Built on stones laid down by John Lee Hooker, Tony “T.S.” McPhee’s The Groundhogs were labeled “post-blues” by the rock & roll press of the late ’60s and ’70s. The band was farther out than Cream, and they tapped into an end-of-flower-power darkness like a less disdainful The Doors, and shared the medieval attitude of Ladbroke Grove bands like Deviants, Pink Fairies, or Hawkwind—though they weren’t as high on acid as those groups. They found success in Europe in the early 1970s, but never made it in the States. It’s possible that McPhee’s ambition was more geared to an interior world. A place of customized studios and redesigned guitar/amp/synth effects. Where experimental proton rays could transform mere rock musicians into their other selves.
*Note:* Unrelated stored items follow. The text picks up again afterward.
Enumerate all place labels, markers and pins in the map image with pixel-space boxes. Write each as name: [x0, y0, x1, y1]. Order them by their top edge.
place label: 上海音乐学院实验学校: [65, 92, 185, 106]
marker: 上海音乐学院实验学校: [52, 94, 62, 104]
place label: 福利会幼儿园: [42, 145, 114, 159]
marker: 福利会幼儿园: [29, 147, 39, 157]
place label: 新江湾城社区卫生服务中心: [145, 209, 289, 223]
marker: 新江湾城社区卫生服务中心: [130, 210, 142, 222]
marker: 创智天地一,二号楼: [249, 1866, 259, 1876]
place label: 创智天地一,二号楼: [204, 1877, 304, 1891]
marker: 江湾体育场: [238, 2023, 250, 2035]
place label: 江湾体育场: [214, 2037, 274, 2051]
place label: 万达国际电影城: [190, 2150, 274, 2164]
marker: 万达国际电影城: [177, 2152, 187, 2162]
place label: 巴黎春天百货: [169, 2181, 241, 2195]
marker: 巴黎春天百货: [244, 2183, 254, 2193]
Backing up John Lee Hooker on U.K. tours in ‘64 and ‘68 was a major factor in the Groundhogs’ Journey To Inner Space Program. So was Hendrix’s arrival in 1966. Though McPhee was not a Hendrix imitator, he knew how to operate an octave splitter and had a similar ability to make difficult feats like playing lead and rhythm at the same time sound casual. This ability increased across 1969—1973 when the Hogs made five albums: Blues Obituary, Thank Christ For The Bomb, Split, Who Will Save The World…The Mighty Groundhogs, and Hogwash. Six if you count the solo album: The Two Sides of Tony T.S. McPhee. With the dots connected, 1971’s Split shows up at the center of the literal and thematic picture. This was the big seller with their biggest hit, “Cherry Red” and, in retrospect, each of the surrounding works are like reflections, instigations, or consequences of Split.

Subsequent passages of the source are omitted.